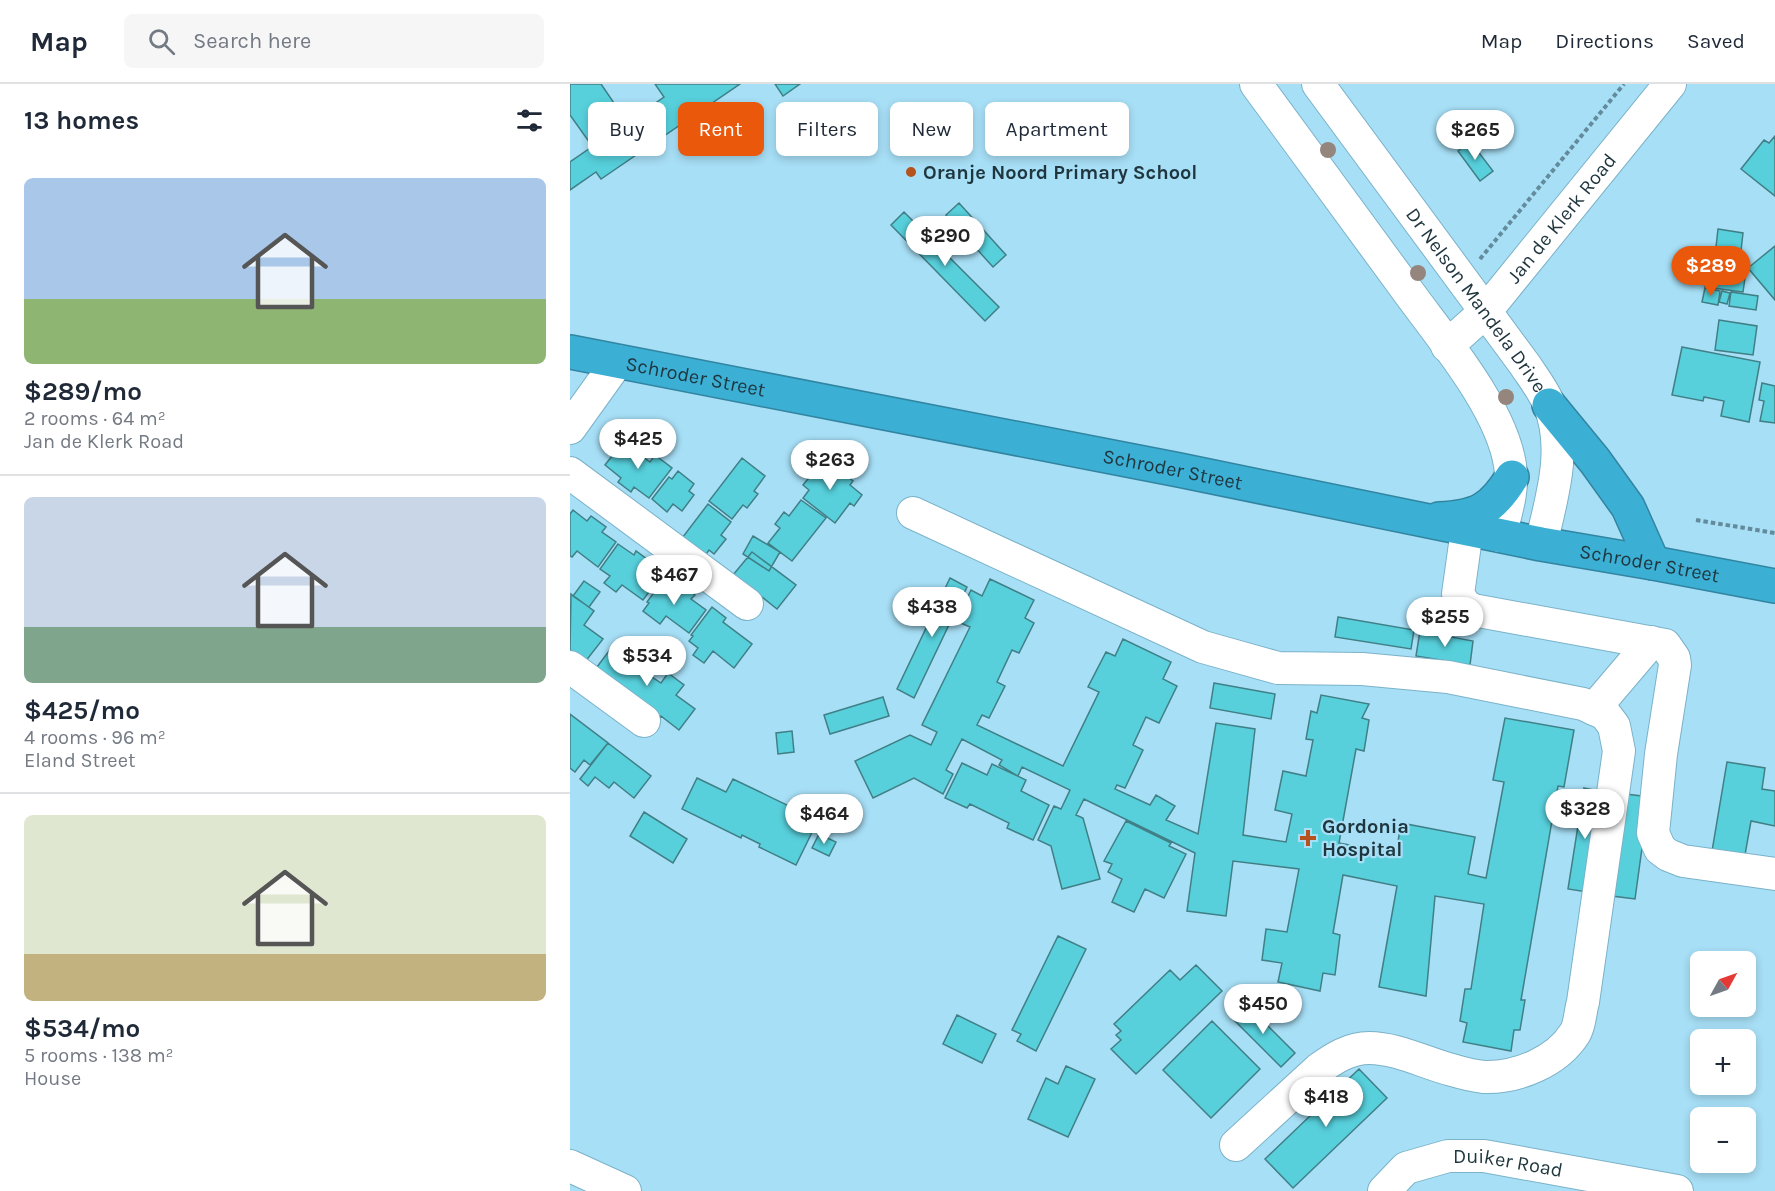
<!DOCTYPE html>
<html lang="en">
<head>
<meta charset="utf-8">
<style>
  :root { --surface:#fff; --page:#f6f6f7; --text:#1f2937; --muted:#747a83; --line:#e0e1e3; --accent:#ea580c }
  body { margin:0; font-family:Karla,sans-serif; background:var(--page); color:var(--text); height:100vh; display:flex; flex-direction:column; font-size:22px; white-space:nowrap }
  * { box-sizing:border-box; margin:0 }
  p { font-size:20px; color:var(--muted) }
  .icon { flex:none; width:33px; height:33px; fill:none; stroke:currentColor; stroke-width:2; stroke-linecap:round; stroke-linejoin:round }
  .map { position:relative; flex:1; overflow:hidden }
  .sheet { display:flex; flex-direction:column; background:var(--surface); width:570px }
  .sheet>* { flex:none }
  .hud { position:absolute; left:18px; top:18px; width:570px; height:54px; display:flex; gap:12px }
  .needle { width:39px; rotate:50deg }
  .tools { position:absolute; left:1120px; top:867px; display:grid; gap:12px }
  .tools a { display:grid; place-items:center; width:66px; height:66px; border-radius:9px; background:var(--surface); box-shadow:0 3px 9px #0003; font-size:30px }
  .price { position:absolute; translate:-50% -51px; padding:0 14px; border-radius:21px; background:#fff; color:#222; font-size:20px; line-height:39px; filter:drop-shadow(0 2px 3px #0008) }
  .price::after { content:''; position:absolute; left:50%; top:36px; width:18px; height:14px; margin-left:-9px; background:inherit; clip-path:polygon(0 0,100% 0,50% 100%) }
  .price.current { background:var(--accent); color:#fff }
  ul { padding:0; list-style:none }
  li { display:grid; align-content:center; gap:12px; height:318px; padding:0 24px }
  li+li { border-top:2px solid var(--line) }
  li span { display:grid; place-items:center; height:186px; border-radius:9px; color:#555 }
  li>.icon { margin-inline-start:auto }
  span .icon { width:108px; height:108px; fill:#fffc; stroke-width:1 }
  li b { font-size:26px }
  h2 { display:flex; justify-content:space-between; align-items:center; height:72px; padding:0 24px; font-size:26px }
  .pill { padding:0 21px; border-radius:9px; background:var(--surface); box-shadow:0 3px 9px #0003; font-size:21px; line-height:54px }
  .pill.current { background:var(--accent); color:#fff }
  header { display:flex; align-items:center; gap:36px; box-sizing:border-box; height:84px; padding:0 30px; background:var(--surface); border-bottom:2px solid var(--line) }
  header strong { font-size:28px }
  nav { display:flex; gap:33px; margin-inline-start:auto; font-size:21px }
  .search { width:420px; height:54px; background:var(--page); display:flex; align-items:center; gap:15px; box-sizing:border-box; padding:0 21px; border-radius:9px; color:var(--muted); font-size:22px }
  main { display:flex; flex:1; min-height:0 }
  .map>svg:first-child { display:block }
  .building { fill:#57d0dc; stroke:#407f86; stroke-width:1.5 }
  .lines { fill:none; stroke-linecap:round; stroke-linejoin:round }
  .minor-casing { stroke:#7bb2c8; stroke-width:34 }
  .highway-casing { stroke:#3285a0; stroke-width:36 }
  .path { stroke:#638b9b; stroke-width:4; stroke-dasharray:4.5 3; stroke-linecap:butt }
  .minor { stroke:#fff; stroke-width:32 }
  .highway { stroke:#3cafd5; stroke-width:33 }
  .tree { fill:#95867d }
  .poi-dot { fill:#b6521e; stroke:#a7dff6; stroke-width:2 }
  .labels { text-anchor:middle; stroke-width:4.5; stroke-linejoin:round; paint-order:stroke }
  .poi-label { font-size:20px; font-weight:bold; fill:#1f363f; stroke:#a7dff6; text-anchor:start }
  .street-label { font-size:20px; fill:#1f363f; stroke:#a7dff6 }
</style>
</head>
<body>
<header>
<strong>Map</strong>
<div class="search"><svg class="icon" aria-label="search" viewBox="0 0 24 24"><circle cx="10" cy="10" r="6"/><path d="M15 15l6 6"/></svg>Search here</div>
<nav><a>Map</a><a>Directions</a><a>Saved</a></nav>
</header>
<main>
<section class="sheet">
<h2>13 homes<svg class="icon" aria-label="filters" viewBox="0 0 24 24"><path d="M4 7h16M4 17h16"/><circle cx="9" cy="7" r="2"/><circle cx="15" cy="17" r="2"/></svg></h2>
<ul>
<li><span style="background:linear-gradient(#a9c7e8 65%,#8fb573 0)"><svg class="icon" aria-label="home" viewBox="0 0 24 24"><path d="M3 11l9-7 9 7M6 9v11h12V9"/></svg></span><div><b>$289/mo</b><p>2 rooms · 64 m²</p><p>Jan de Klerk Road</p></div></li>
<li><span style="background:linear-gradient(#c9d6e8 70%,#7fa58c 0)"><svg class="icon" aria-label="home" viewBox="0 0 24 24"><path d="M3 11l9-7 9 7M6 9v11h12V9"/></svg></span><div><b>$425/mo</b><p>4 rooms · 96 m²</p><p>Eland Street</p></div></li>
<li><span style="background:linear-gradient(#dfe7d0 75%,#c2b280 0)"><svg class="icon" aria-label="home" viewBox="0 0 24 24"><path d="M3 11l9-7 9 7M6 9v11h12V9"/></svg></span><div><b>$534/mo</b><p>5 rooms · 138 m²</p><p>House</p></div></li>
</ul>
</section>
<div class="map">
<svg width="1205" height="1107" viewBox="0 0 1205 1107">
  <rect width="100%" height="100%" fill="#a7dff6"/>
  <!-- building -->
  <path class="building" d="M0 0H31L57 38 22 62 0 31Z
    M85 0H170L31 95 26 88 0 106V78L94 13Z
    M205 0H230L213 12Z
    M1205 52V112L1171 85 1194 56 1199 59Z
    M900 57 923 87 910 97 888 67Z
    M389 119 436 171 423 183 376 131Z
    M334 128 429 223 415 237 321 141Z
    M1148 145 1173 149 1169 184 1144 181Z
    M1205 162V216L1178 184Z
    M1139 182 1176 187 1173 208 1135 203Z
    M1135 204 1150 207 1148 221 1132 218Z
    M1152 207 1160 209 1157 220 1149 218Z
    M1161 208 1188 212 1186 226 1159 222Z
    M1149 236 1187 242 1183 271 1145 266Z
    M1112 263 1190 278 1179 338 1151 332 1154 317 1134 313 1133 317 1102 311Z
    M1192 299 1205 302V339L1190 337 1194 317 1189 316Z
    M53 358 80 378 85 371 102 384 79 414 64 403 61 408 48 398 51 394 35 381Z
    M172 374 195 392 184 407 188 410 177 424 173 421 162 435 139 417Z
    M245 376 255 383 259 378 283 397 280 401 292 411 284 422 280 419 265 439 233 414 239 406 233 401 242 390 237 386Z
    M108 387 124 400 119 407 124 411 112 427 103 420 97 428 82 415 99 393 102 395Z
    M231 416 256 434 222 477 198 459 210 444 205 440 214 428 219 432Z
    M138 420 161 438 151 451 156 455 144 470 139 466 129 480 106 462Z
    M3 426 17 437 21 432 36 443 32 448 46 458 28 483 7 467 2 473 0 472V430Z
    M183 452 210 468 199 487 173 470Z
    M48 460 64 471 66 467 82 479 79 483 91 492 73 516 52 501 46 508 34 499 40 492 30 485Z
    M182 468 226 501 207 525 192 513 187 519 163 491Z
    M380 494 397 503 344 614 327 605Z
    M94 495 109 505 112 501 125 511 121 515 136 526 119 549 96 532 90 540 73 527 79 519 77 518Z
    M420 495 464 516 455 534 464 539 449 569 442 566 427 598 435 602 419 634 412 631 407 641 493 682 529 608 518 603 536 568 545 572 553 555 601 578 593 595 607 602 589 639 576 633 563 661 573 666 555 704 547 701 545 705 580 721 586 711 605 722 596 736 628 750 646 639 685 645 673 751 716 758 722 730 705 726 713 687 736 692 743 656 736 655 741 627 747 629 751 611 799 620 792 634 799 636 794 667 786 665 769 759 826 770 831 739 905 753 898 790 916 794 934 698 923 696 935 634 1004 646 994 703 988 702 951 916H955L950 946H944L941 967 893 958 897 939 890 937 895 905H901L914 820 865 812 856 912 809 903 827 802 773 791 763 849 770 851 765 891 753 889 750 907 708 898 712 879 692 876 696 845 717 848 729 785 663 777 656 832 617 827 625 769 514 715 506 731 513 734 530 795 492 805 481 762 468 756 484 722 491 725 500 706 452 683 448 692 429 681 432 676 392 655 376 686 383 690 373 710 344 694 303 714 285 677 340 651 361 661 367 648 352 641 400 543 386 537 401 506 412 512Z
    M14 497 30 508 19 523 3 512Z
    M1 510 24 527 14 541 33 555 15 578 0 566Z
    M142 523 156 534 153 538 182 560 164 584 143 567 134 579 123 571 128 564 119 557 123 552 121 551Z
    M768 533 844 546 841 565 765 553Z
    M850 547 903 557 900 581 846 572Z
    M42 563 62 577 68 569 85 583 79 591 91 599 98 589 114 601 106 611 125 625 109 646 91 632 88 636 27 583Z
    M644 599 705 610 701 635 640 624Z
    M313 613 319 632 260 650 254 631Z
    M0 630 38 659 20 681 14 676 5 688 0 684Z
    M222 647 224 668 208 670 206 649Z
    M38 659 81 692 64 714 44 698 39 704 25 693 18 702 10 695Z
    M1157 678 1195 684 1192 705 1205 707V742L1181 737 1173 782 1140 779Z
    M392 679 417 691 422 680 456 696 451 707 479 721 463 756 437 744 439 739 400 720 397 724 375 714Z
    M127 694 156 708 163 695 248 736 226 781 189 763 190 760 172 751 171 754 112 725Z
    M1014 704 1033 708 1017 808 998 805Z
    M1056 710 1079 713 1065 815 1042 812Z
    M74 728 117 755 103 779 60 752Z
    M556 737 601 759 599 762 616 770 594 814 575 805 564 828 542 818 552 795 538 788 542 780 534 777Z
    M249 750 266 758 259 772 242 764Z
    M488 852 516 865 466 967 447 957 451 950 442 946Z
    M626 881 652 907 566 990 541 965 551 956 546 951 551 947 544 940 600 886 610 896Z
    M675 919 725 969 711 983 661 933Z
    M387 931 426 950 412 979 373 960Z
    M642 937 690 985 641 1034 593 986Z
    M496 982 525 995 498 1053 458 1035 476 994 488 1000Z
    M789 985 817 1014 723 1104 695 1075Z"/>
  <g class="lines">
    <defs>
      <g id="minor">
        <path d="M686 0C735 67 785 135 834 202 869 251 931 322 940 381 944 406 936 428 930 452"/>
        <path id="s1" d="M748 0 955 281C963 293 973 306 979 320 998 365 981 416 971 460"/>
        <path id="s2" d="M877 262 915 228 1100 0"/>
        <path d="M0 344 48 277"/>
        <path d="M0 389 177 520"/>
        <path d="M343 429 633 563 708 584 792 585 878 593 1013 620 1035 630 1044 642 1049 667 1013 918C1010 928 1010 941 1005 949 987 978 947 994 914 993 904 992 892 989 882 986 855 979 827 964 799 964 780 964 764 974 749 985L666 1061"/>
        <path d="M897 446 888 510 895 521 903 526 1095 561 1104 574 1105 581 1091 670 1083 749 1090 765 1098 771 1113 777 1205 790"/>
        <path d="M0 583 74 637"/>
        <path d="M1024 625 1081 558"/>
        <path d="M0 1082 55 1107"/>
        <path id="s3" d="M814 1107 836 1084 878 1072H914L1107 1107"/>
      </g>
      <g id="highway">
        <path id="s4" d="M0 268 609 386 971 460 1083 479 1205 502"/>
        <path d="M979 321 1025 377 1058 423 1083 479"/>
        <path d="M869 435C907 433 922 426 942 393"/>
      </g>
    </defs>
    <!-- minor casing -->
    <use href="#minor" class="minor-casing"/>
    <!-- highway casing -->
    <use href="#highway" class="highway-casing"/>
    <!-- path -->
    <path class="path" d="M910 175 1054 0
      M1126 436 1205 449"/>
    <!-- minor -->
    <use href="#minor" class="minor"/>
    <!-- highway -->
    <use href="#highway" class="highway"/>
  </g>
  <!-- trees -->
  <g class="tree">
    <circle cx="758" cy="66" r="8"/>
    <circle cx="848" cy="189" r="8"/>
    <circle cx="936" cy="313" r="8"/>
  </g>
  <!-- markers -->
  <g class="poi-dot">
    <circle cx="341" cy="88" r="6"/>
    <path d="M735 745h6v6h6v6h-6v6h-6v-6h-6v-6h6z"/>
  </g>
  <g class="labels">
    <!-- poi labels -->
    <g class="poi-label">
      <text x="353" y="95">Oranje Noord Primary School</text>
      <text x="752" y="749">Gordonia<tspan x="752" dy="23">Hospital</tspan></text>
    </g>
    <!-- street labels -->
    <g class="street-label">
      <text dy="7" stroke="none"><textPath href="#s2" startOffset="172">Jan de Klerk Road</textPath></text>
      <text dy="7" stroke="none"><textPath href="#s1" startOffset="268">Dr Nelson Mandela Drive</textPath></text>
      <text dy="7" stroke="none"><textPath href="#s4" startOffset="128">Schroder Street</textPath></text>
      <text dy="7" stroke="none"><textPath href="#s4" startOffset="614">Schroder Street</textPath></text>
      <text dy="7" stroke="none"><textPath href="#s4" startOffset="1100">Schroder Street</textPath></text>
      <text dy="7" stroke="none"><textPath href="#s3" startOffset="136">Duiker Road</textPath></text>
    </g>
  </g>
</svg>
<div class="tools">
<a><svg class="needle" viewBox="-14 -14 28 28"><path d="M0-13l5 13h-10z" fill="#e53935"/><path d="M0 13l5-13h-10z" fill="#747a83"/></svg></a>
<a>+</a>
<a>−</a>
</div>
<b class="price" style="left:905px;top:77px">$265</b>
<b class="price" style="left:375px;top:183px">$290</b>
<b class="price current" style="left:1141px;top:213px">$289</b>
<b class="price" style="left:68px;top:386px">$425</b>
<b class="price" style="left:260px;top:407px">$263</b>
<b class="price" style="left:104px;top:522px">$467</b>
<b class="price" style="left:362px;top:554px">$438</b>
<b class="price" style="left:875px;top:564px">$255</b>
<b class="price" style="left:77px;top:603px">$534</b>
<b class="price" style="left:1015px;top:756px">$328</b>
<b class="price" style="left:254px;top:761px">$464</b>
<b class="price" style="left:693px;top:951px">$450</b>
<b class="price" style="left:756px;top:1044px">$418</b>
<div class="hud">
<a class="pill">Buy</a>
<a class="pill current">Rent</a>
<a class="pill">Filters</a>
<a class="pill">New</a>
<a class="pill">Apartment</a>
</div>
</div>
</main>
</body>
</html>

=-=-=

### WORK REQUEST
Some lines above contain the word "position". Copy each of them.

### SOLUTION FOR THIS PROBLEM
  .map { position:relative; flex:1; overflow:hidden }
  .hud { position:absolute; left:18px; top:18px; width:570px; height:54px; display:flex; gap:12px }
  .tools { position:absolute; left:1120px; top:867px; display:grid; gap:12px }
  .price { position:absolute; translate:-50% -51px; padding:0 14px; border-radius:21px; background:#fff; color:#222; font-size:20px; line-height:39px; filter:drop-shadow(0 2px 3px #0008) }
  .price::after { content:''; position:absolute; left:50%; top:36px; width:18px; height:14px; margin-left:-9px; background:inherit; clip-path:polygon(0 0,100% 0,50% 100%) }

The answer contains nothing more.